START PROVIDED RECORDS

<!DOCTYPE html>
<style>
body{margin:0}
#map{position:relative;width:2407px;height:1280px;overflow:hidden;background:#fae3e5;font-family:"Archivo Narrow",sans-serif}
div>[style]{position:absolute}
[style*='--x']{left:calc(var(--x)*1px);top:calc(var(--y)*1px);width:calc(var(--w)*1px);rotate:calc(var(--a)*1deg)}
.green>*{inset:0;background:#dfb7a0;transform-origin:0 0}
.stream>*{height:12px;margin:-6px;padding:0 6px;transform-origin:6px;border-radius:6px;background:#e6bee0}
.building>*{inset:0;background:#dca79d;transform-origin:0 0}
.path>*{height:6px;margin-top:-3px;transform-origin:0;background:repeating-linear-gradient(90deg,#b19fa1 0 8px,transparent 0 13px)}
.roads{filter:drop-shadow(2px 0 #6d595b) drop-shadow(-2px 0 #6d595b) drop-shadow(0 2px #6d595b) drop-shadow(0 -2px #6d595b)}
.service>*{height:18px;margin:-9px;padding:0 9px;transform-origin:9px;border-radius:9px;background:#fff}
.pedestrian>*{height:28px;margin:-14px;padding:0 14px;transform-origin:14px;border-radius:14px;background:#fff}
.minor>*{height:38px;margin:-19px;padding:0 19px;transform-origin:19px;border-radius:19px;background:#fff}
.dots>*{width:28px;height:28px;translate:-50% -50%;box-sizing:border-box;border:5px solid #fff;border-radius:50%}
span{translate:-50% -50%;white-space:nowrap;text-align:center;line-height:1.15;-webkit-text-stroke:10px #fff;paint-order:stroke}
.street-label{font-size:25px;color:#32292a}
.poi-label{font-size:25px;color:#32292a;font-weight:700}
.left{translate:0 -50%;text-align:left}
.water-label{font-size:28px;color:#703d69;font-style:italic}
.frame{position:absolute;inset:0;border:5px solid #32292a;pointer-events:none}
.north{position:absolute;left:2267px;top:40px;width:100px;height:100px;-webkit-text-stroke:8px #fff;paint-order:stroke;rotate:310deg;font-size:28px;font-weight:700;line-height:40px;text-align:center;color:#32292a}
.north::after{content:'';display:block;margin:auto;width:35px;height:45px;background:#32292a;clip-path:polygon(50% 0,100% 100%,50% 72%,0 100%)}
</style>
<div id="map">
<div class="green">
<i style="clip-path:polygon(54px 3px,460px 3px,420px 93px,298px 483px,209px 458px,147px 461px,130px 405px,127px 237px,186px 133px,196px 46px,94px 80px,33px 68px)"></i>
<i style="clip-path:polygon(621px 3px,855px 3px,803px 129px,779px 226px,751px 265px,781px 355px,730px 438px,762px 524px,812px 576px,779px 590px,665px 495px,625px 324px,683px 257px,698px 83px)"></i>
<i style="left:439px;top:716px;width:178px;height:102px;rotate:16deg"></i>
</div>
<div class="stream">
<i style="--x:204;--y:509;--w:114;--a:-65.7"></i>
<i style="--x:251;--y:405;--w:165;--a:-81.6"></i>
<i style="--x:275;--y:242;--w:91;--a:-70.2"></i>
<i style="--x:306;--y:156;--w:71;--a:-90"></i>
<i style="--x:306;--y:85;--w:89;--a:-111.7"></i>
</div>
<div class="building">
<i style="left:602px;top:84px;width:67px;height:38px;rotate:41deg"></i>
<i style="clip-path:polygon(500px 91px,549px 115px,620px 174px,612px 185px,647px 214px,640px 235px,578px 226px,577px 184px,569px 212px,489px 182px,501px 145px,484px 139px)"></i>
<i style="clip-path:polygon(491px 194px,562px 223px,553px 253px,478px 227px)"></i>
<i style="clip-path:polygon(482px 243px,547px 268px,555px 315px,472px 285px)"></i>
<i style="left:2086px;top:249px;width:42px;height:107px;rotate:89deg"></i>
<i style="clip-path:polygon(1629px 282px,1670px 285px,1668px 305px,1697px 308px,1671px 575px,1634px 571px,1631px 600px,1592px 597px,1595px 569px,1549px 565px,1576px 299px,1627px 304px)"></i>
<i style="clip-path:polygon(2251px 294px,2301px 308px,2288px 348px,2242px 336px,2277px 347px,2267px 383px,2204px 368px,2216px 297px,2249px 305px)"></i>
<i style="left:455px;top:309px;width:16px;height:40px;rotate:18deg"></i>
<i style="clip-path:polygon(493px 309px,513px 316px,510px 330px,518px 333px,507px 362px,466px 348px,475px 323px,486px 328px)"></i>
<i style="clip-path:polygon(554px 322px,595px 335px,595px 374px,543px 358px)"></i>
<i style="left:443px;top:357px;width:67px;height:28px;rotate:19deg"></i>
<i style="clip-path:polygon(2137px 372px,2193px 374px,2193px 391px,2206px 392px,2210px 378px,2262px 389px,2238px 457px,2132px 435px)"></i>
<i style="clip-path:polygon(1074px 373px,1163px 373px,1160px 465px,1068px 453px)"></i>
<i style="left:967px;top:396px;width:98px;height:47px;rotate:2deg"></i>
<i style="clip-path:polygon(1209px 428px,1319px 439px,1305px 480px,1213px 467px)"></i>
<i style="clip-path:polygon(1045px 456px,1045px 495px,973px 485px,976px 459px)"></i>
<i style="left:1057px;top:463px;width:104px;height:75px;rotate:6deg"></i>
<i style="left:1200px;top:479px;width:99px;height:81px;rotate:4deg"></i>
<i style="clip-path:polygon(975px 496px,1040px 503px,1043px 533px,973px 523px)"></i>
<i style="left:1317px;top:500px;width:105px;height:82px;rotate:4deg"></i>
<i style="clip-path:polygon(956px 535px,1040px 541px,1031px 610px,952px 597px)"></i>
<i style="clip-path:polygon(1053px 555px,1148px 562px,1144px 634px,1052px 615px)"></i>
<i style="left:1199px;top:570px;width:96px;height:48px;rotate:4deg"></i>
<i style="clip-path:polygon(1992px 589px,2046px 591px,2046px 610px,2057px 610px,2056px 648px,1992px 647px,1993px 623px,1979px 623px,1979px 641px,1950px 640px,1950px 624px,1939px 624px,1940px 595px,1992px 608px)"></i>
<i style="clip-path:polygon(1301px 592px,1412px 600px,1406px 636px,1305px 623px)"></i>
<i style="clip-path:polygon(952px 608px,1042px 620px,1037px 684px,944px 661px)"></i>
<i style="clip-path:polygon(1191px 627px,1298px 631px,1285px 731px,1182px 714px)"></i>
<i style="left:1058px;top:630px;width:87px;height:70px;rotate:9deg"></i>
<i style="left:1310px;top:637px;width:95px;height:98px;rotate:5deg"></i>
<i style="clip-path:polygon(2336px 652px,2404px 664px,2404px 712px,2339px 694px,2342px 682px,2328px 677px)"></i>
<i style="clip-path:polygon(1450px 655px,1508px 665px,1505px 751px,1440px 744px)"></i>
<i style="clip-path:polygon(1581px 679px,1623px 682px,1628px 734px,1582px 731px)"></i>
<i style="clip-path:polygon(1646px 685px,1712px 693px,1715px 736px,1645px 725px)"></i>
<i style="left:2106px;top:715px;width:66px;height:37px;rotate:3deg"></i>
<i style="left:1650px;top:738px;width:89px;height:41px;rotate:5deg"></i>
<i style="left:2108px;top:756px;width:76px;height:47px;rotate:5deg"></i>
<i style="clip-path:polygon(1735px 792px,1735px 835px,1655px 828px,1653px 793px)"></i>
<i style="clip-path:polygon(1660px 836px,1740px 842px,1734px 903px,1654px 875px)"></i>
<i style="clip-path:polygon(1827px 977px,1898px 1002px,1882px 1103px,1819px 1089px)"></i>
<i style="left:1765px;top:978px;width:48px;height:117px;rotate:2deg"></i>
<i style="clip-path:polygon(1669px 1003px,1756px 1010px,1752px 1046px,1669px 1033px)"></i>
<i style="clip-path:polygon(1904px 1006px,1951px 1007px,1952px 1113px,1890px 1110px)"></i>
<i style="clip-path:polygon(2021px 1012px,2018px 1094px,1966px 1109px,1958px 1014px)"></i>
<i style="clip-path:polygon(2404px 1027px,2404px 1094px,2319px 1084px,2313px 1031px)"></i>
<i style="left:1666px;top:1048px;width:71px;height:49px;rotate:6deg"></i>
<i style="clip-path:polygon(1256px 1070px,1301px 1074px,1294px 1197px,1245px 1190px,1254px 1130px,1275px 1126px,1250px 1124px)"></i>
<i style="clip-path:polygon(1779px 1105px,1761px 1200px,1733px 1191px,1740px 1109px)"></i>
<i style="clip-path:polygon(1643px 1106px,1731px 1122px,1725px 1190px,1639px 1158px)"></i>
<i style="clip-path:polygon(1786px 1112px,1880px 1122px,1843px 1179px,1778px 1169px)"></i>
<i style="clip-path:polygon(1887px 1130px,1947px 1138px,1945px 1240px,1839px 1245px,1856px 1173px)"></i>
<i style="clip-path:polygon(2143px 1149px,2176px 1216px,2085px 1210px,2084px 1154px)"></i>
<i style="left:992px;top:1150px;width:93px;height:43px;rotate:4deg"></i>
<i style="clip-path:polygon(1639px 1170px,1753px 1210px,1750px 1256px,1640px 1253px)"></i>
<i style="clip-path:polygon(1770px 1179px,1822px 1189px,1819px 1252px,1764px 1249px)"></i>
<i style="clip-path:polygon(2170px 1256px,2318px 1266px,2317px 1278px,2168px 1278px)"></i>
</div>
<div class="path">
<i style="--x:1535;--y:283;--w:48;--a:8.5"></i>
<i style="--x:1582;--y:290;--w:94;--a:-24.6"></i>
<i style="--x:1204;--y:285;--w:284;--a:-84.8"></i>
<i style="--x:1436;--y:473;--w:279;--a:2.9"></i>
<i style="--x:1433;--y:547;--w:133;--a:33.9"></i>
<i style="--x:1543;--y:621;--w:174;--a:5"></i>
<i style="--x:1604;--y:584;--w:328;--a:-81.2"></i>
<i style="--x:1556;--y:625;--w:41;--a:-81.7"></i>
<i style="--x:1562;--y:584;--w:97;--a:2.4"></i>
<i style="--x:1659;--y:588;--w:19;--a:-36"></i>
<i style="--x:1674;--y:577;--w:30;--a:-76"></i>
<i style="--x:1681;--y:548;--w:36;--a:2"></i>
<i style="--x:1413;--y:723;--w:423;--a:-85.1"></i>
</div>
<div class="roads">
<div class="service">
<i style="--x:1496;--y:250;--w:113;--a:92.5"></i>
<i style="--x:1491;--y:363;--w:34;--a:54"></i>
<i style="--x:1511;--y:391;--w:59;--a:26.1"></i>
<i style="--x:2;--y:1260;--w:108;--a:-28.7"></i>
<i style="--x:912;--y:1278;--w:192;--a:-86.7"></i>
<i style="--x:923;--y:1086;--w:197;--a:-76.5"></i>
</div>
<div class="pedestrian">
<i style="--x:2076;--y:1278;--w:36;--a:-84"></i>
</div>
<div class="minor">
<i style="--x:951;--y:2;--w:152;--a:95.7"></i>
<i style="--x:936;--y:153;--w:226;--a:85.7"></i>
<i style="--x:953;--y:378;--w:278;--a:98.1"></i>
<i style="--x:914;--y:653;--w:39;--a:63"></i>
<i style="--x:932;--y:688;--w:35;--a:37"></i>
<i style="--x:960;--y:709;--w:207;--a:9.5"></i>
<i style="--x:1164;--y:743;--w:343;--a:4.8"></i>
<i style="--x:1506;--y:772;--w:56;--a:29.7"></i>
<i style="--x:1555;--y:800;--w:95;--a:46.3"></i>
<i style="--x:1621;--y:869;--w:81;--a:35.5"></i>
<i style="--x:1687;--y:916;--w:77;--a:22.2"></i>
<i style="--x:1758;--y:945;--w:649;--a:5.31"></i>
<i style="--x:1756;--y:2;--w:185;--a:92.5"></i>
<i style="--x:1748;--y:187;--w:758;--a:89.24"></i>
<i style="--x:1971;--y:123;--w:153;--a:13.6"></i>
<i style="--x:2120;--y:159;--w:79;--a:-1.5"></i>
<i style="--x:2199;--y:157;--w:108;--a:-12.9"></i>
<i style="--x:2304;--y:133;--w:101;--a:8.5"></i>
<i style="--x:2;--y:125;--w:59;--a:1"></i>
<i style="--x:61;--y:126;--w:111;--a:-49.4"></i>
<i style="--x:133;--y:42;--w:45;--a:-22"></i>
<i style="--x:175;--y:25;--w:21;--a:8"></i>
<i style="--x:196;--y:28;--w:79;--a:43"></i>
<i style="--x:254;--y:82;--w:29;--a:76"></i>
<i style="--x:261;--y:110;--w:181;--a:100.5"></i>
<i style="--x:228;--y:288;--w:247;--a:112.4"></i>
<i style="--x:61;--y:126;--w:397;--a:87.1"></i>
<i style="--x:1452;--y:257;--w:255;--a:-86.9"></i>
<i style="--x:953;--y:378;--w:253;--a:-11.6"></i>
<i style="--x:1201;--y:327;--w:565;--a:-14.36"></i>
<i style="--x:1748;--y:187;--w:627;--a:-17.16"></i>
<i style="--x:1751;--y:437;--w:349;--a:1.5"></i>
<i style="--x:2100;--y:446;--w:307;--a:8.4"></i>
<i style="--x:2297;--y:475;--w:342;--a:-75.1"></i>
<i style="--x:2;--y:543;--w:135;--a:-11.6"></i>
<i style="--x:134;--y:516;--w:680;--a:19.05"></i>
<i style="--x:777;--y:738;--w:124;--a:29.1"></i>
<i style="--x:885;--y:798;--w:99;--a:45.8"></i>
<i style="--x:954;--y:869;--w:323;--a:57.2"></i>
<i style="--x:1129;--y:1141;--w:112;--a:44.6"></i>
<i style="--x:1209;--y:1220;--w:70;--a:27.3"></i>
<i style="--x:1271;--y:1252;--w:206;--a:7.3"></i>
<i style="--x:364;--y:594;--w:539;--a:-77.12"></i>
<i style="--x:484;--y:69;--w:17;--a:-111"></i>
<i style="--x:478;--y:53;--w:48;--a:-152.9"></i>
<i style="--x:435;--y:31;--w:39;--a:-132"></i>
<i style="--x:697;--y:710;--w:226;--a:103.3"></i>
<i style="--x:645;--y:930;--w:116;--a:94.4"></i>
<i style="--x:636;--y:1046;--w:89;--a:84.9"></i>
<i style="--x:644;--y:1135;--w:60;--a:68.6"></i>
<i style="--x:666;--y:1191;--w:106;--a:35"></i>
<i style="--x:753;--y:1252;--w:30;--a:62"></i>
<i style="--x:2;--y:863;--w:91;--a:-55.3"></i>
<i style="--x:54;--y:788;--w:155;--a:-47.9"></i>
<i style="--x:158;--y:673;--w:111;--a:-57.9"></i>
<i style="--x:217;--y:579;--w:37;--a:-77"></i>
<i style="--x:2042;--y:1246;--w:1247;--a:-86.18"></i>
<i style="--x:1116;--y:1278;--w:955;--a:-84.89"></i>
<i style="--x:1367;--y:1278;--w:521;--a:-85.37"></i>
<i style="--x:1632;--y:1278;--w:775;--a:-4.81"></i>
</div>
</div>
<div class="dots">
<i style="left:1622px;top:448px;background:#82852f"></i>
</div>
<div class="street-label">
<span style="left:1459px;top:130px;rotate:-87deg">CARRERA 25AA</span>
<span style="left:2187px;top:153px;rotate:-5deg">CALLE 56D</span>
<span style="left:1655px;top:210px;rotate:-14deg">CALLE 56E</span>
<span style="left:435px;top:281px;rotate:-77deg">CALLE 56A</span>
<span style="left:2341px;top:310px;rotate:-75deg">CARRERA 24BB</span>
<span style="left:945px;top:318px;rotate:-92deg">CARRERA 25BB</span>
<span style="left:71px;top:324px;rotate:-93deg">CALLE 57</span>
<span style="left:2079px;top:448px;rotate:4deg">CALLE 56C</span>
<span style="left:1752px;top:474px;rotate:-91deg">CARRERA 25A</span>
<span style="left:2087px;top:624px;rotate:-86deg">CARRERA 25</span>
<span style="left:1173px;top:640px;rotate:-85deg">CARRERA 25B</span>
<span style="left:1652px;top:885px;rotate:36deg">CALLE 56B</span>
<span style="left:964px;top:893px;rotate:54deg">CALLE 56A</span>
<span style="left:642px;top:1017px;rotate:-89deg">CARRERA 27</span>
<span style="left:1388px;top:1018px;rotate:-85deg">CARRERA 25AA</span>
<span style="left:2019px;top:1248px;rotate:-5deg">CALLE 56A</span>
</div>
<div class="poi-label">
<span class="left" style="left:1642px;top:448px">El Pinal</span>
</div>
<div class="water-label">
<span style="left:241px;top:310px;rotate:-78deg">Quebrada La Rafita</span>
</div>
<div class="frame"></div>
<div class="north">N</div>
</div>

END PROVIDED RECORDS

### WHAT YOU NEED TO DO
In the entries above, count each line holding "green" and report the total and nothing more.

### WRITTEN RESPONSE
2